This past week I took a dive into some Asian-inspired cuisine. I made Pho and roasted duck for two separate occasions, and I was quite happy with the results. Christmastime and Asian food really do go hand in hand in my opinion.
A while back my husband Brent and I watched an episode of Luke Nugyn’s Vietnam on the Cooking Channel. Luke seems like a kind and well-versed chef who originally is from Vietnam. His episodes usually take place with him cooking (or interviewing) on the road-side or behind the shop of a countryside or urban restaurant, with horns honking and chickens running about as he prepares delicious, authentic food. I get a kick out of his episodes and enjoy the beauty of the people, landscape and culture of Vietnam. When living in Phoenix (of all places!), we fell in love with Pho (pronounced fuh). It’s a delicious slow-cooked Vietnamese soup that we seem to incorporate into our lives at least once a week now that we’re living in (cold) Washington!
Well, who knew that making Pho is traditionally prepared all night? Better be good soup to loose sleep over! We learned from Chef Luke, and the Vietnamese family that he was cooking with, that the best Pho takes at least 12 hours to prepare the broth. And boy is it all about the broth — a symphony of delicious spices and aromatics and fish sauce enveloped in a homemade beef broth. One huge benefit of Pho is that it is both gluten and soy free (two things Brent has to avoid). Rice noodles are used and there really isn’t a need for soy since there is so much flavor going on. Anyway, back to last week.
I wanted to make Pho (since my husband, my friend Rachel and I are Pho junkies right now) however, I didn’t have 12 hours nor did I have the time to babysit a pot for 5 – 6 hours. I knew I needed a slow cooker recipe and I happened to find a great Pho recipe online at the SteamyKitchen. I about fell over when I discovered that I had all of the spices (yes, even the star anise) and all I had to buy were some rice noodles and bones!
This is a recipe for a 6.5 quart (or larger) slow cooker “crock pot.” To thinly sliced meat for the bowls, try freezing the chunk of meat for 15 – 20 minutes before slicing. Or if the meat is already thoroughly frozen, take out of the freezer and let sit at room temperature for about an hour before slicing. They key is to have the slices of meat super-thin. So, here’s the recipe that’s been slightly adapted (by yours truly).

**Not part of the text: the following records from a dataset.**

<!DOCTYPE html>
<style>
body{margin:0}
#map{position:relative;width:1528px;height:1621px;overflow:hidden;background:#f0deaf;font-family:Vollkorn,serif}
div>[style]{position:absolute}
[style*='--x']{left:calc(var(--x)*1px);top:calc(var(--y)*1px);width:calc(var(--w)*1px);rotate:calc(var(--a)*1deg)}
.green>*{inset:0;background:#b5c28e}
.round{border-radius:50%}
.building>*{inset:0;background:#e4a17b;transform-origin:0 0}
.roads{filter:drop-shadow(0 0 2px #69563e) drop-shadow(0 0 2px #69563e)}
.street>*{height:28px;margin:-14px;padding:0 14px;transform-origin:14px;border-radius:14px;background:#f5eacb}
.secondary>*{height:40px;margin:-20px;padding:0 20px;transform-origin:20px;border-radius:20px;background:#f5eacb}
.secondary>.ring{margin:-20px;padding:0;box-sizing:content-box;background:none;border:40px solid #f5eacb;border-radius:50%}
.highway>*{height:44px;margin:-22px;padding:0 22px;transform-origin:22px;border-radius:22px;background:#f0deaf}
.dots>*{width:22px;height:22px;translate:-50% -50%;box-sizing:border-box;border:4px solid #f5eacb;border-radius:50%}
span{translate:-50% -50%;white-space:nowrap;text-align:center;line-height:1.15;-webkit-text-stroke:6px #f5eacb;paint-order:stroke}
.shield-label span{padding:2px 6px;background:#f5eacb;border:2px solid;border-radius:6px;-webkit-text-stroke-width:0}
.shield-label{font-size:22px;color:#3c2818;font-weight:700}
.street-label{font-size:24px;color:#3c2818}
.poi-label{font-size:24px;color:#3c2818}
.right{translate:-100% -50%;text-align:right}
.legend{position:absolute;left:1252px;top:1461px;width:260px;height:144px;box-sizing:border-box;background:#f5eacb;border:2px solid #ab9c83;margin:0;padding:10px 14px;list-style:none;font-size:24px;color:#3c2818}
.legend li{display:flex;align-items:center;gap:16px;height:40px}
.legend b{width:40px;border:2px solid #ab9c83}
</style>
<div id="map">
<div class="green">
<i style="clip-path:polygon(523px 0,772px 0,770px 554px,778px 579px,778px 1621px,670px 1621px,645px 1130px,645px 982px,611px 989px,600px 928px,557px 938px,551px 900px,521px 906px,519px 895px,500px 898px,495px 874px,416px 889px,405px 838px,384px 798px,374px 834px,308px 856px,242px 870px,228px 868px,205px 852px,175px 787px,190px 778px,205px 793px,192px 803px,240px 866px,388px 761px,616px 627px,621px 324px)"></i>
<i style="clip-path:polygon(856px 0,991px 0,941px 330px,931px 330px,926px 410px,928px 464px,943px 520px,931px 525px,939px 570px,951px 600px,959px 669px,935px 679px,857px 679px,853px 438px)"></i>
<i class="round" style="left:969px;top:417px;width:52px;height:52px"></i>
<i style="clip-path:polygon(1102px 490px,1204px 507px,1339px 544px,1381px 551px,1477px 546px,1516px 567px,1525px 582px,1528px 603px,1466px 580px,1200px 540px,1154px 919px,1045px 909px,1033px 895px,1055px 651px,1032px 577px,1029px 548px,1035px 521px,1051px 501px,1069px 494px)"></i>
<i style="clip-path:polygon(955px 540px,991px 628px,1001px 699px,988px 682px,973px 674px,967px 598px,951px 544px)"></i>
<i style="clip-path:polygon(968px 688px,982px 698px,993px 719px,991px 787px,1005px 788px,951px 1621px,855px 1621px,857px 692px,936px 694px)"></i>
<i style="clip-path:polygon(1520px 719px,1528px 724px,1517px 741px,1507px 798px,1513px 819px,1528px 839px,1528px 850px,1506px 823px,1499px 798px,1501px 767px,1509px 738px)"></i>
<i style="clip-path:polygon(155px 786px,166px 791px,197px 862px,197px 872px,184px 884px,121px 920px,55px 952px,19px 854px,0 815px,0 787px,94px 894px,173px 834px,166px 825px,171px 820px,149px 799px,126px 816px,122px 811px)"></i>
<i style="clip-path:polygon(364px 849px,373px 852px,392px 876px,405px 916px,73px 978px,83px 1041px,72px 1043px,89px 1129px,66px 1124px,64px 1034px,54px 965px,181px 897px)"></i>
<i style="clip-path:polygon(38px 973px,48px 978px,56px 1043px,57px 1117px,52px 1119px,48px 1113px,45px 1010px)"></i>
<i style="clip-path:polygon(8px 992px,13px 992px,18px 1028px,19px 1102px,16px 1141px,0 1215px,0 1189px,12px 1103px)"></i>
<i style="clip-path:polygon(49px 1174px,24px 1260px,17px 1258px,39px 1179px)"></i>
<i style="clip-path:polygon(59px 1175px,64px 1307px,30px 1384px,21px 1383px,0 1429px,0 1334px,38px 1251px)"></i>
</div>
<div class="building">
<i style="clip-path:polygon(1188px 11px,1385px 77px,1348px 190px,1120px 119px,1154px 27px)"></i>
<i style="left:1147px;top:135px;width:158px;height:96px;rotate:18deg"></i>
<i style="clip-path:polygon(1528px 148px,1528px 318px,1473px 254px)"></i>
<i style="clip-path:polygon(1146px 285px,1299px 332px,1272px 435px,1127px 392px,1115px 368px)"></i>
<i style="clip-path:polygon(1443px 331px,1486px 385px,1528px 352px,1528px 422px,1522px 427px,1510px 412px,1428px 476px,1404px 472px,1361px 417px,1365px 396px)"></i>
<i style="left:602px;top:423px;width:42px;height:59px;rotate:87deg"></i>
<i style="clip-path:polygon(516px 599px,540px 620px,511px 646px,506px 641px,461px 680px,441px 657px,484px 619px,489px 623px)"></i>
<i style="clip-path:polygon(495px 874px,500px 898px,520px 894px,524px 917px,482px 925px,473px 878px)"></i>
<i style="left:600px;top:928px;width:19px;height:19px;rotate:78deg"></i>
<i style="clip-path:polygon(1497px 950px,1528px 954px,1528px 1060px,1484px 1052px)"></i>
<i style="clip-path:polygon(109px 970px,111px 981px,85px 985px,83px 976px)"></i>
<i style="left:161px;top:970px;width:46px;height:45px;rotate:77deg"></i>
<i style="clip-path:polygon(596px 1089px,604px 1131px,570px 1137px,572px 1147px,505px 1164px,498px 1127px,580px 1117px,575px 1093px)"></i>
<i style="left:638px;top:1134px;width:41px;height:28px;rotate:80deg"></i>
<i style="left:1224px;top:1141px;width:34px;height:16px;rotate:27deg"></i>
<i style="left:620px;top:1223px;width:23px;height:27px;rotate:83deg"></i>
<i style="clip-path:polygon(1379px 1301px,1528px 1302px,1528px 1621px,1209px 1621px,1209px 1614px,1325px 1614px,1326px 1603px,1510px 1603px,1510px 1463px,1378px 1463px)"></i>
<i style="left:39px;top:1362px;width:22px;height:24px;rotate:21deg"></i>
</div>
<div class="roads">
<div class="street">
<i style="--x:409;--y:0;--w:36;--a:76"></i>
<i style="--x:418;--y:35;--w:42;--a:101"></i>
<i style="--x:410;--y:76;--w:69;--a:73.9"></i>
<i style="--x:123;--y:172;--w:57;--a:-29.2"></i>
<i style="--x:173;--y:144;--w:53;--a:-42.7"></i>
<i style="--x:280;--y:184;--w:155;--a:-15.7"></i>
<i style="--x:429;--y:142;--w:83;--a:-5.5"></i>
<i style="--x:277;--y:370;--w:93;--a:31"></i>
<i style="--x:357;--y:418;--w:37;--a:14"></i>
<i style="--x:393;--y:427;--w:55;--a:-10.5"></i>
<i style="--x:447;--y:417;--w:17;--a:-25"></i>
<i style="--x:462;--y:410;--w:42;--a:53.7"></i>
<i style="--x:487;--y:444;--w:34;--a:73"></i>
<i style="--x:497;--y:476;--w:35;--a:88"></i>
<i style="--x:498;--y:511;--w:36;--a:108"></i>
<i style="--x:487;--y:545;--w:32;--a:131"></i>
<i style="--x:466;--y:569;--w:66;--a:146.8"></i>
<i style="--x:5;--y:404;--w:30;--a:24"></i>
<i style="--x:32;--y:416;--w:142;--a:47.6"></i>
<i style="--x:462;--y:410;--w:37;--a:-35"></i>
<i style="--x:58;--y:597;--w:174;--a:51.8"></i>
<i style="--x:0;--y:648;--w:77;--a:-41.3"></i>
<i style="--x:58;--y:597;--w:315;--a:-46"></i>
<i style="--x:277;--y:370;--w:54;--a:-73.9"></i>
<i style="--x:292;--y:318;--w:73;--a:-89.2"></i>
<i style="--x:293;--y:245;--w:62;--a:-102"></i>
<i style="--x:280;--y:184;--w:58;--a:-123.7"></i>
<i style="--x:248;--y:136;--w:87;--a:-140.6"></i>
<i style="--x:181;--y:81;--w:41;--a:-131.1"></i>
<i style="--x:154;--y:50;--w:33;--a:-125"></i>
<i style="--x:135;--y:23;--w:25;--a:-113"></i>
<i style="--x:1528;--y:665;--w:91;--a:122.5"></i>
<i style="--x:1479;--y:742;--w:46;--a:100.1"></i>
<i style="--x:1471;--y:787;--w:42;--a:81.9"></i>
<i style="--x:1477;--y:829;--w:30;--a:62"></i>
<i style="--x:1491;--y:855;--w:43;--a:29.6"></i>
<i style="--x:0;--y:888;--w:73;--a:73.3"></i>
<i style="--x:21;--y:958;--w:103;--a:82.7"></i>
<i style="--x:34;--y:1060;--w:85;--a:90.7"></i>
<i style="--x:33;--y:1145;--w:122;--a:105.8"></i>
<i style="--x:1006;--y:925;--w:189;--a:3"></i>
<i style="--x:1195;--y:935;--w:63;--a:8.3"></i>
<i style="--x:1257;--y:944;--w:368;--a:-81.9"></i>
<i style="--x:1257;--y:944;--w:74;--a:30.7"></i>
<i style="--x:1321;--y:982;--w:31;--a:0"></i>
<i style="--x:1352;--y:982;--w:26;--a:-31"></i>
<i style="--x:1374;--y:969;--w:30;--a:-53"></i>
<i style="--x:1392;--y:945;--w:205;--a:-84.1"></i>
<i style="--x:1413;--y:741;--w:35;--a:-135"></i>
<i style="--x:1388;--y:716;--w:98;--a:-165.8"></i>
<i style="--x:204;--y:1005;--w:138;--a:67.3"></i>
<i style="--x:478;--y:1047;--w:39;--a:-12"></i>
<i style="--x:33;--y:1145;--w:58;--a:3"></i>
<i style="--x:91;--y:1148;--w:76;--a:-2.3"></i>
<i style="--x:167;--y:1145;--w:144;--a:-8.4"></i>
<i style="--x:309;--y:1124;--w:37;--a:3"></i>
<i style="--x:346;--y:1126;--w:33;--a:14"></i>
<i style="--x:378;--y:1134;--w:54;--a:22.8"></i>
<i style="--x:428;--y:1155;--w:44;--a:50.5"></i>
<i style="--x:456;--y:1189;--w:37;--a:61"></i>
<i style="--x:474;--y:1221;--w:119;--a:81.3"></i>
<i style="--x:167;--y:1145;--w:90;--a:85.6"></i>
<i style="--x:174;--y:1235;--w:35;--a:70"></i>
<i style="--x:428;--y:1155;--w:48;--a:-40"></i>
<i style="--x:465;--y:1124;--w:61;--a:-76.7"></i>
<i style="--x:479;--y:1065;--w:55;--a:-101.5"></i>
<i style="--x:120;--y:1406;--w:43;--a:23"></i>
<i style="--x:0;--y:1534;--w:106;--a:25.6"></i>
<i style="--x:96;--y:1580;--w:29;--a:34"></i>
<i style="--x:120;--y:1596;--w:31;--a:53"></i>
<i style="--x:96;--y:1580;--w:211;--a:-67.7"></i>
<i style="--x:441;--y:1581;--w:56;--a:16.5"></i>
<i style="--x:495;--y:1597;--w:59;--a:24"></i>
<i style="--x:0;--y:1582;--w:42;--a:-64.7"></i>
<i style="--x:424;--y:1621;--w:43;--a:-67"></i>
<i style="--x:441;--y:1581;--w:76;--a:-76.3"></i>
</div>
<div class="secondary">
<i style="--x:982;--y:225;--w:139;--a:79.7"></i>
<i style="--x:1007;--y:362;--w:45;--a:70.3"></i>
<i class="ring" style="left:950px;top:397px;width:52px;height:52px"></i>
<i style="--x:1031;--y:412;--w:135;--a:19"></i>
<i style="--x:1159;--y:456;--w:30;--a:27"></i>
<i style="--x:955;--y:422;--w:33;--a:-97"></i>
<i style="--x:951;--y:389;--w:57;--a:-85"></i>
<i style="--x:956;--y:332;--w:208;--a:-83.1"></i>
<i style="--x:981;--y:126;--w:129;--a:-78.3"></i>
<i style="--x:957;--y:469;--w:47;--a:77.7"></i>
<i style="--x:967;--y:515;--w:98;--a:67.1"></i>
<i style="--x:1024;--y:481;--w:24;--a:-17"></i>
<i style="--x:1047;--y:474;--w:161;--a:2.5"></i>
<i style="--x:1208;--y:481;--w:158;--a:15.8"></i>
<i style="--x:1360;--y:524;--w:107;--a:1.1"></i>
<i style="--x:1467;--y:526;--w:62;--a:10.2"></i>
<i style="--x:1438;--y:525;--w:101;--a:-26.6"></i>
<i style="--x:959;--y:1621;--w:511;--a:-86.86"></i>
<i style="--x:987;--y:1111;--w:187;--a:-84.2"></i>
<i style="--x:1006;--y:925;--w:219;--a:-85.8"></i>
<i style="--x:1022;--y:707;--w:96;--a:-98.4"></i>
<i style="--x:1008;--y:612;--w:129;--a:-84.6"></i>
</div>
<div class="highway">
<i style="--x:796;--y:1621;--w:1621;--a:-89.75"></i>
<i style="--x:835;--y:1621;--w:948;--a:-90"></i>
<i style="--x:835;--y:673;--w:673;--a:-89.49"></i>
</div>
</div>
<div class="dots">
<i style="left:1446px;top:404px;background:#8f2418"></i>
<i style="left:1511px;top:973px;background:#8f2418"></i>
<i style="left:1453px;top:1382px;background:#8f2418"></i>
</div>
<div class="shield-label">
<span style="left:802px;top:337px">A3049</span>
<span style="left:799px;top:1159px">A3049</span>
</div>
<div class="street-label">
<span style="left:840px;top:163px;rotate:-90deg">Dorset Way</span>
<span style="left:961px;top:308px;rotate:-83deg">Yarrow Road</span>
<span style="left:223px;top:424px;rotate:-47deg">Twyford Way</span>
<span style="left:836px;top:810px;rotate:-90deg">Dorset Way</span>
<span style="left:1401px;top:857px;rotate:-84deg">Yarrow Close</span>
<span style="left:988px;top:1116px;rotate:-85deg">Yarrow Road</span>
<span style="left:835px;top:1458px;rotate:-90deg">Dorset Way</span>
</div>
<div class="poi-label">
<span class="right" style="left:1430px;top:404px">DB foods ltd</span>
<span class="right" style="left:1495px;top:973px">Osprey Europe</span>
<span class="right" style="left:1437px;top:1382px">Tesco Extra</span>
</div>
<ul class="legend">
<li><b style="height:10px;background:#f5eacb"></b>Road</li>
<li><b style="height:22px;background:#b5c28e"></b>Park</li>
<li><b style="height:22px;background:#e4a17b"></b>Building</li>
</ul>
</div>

Now onto the duck. We were invited to a Christmas party this past weekend. And the brilliant thing about it, was there was a theme: the movie “A Christmas Story”!! (Thanks Luz and Cole for a great evening!) Yes we drank Ovaltine and sang carols and we ate Chinese food, of course. Remember the scene where the Parker family eats at a Chinese restaurant on Christmas day? The servers sing Christmas carols to the poor Parker family, whose Christmas turkey was destroyed by the Bumpuses’ (the Parkers’ hillbilly neighbors) dogs. After singing, the family is introduced to Christmas dinner – a whole duck with head and eyes intact! (Quite a scary introduction to roasted duck for Americans.)
So take 2 minutes, and click on this link to see the famous “Restaurant Scene” from ‘A Christmas Story!’ Then come back and I’ll tell ya how I made the duck.
I really wanted to use our smoker to smoke the duck. But that would have required way too many stops at too many stores. I just didn’t have the time. So we ended up roasting the duck. But yeah… that duck. Couldn’t find duck at all the “regular” grocery stores. Had to hit up the local Asian mega-market… H MART! (Can I tell ya how much we love Asian markets?!?! So awesome!) We bought a duck. We just had to. And yes… the head, smile, eyes were on him. And, his webbed feet were also there. I jumped just a bit when handling him. I had to remind myself that I’ve dissected cats, and pigs, and frogs, so I could truss a duck who was smiling at me.
I must strongly recommend you read The Hungry Mouse’s “The Best Way to Roast a Duck” post. It’s practically perfect! My duck was a bit smaller than 6 lbs, so I actually cut the cooking time down by a full hour. I recommend you take a temperature check after two hours of roasting, maybe once every 45 minutes to an hour, just to be sure you’re not over cooking. (What’s up with recipes always calling for overcooked meat? Sometimes they’re just crazy, but then sometimes, your meat is smaller. So do check!)
I hope you are inspired to start on your own Pho or roasted duck (or any Asian cuisine!) this Christmastime too!